Following negotiations with GSK, Bexsero will be added to the national childhood immunisation programme. This means that children will receive the vaccine from two months of age, followed by two further doses.
Health Secretary, Jeremy Hunt said he was 'very proud' that the UK will be the first country to have a nationwide MenB vaccination programme.
The Department of Health will now work with GSK to secure supplies of the vaccine and bring it into the national immunisation programme, probably from September this year.
Nikki Yates, General Manager of GSK in the UK, said: 'As a British company, we are delighted to have concluded an agreement with the Government, just three weeks after we acquired the vaccine, which offers fair value to the NHS and at the same time is sustainable for GSK.

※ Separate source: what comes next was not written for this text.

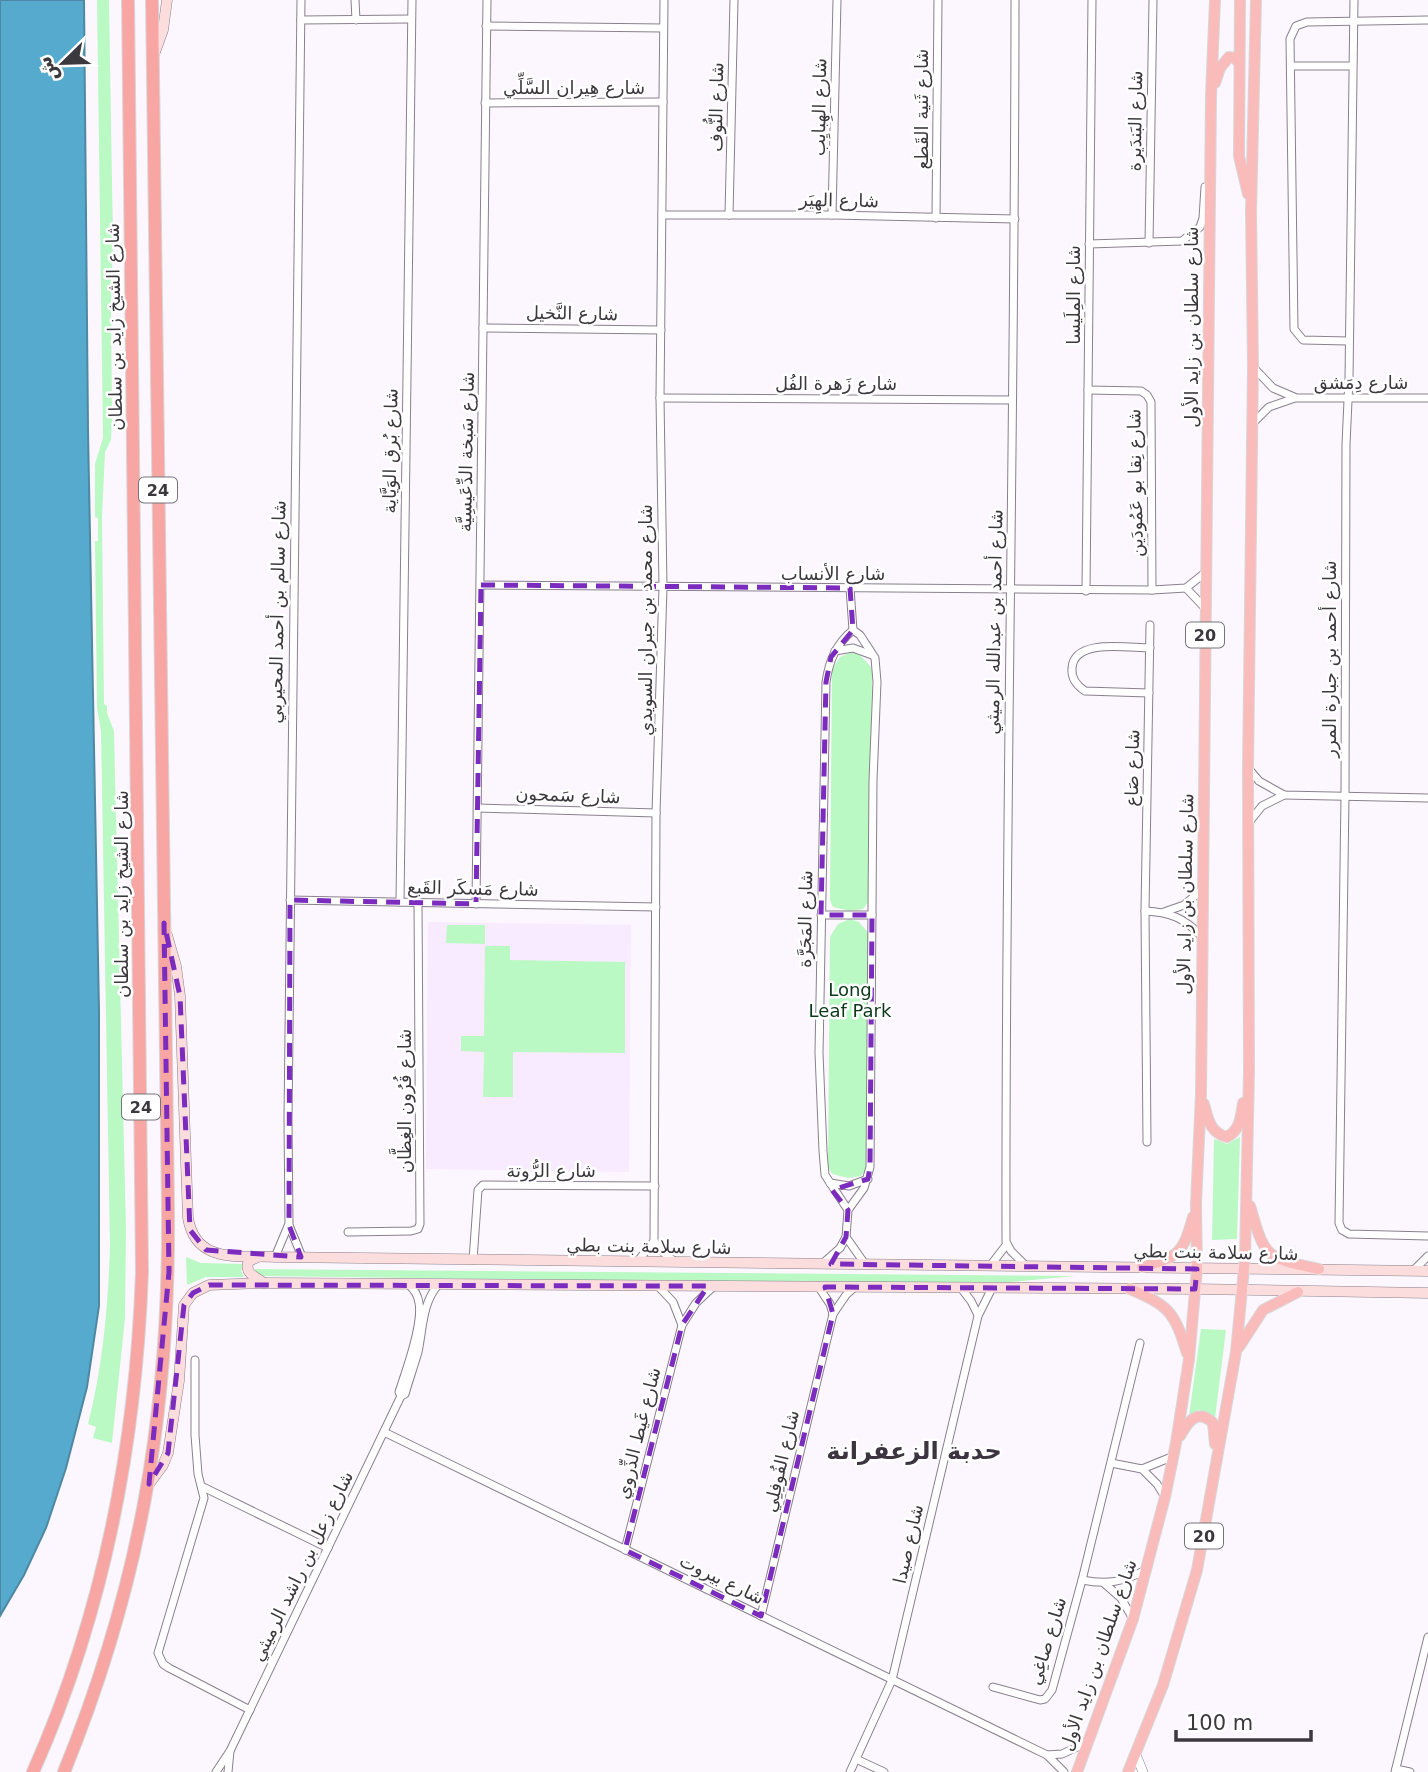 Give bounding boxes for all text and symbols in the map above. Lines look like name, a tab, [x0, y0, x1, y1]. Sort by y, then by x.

'It is great news that as a result of today’s announcement babies in the UK can be vaccinated against meningitis B and we look forward to working closely with the Department of Health as the immunisation programme is rolled out.'
GSK acquired Bexsero from Novartis of Switzerland at the beginning of this month as part of a broader asset swap between the two companies. The vaccine was licensed by the European Medicines Agency in January 2013.
Last year, the Joint Committee on Vaccination and Immunisation (JCVI), the Government’s independent vaccine experts, found evidence that the Bexsero vaccine is effective in preventing MenB in infants and should be rolled out, subject to it being made available by the manufacturer 'at a price that represents fair value to the NHS'.
No details on the price of the vaccine have been revealed.
The introduction of the new meningitis B vaccine for babies will reduce the number of cases in early childhood
Professor Andrew Pollard, Chair of the JCVI said: 'JCVI anticipates that introduction of the new meningitis B vaccine for babies will reduce the number of cases in early childhood, ease the burden of the disease for the NHS and defend the health of the nation’s children.'
Meningococcal B vaccine is already available privately, and is available from the NHS for groups at increased risk of invasive meningococcal infection such as children without a spleen and those with splenic dysfunction or complement disorders (which affect the immune system).
Meningococcal B bacteria (a strain of Neisseria meningitidis) can cause meningitis and/or septicaemia.
Infants under one are most at risk of MenB and the number of cases peak at around five or six months of age. With early diagnosis and antibiotic treatment, most children make a full recovery. But it is fatal in about one in ten cases and can lead to long-term health problems such as amputation, deafness, epilepsy and learning difficulties.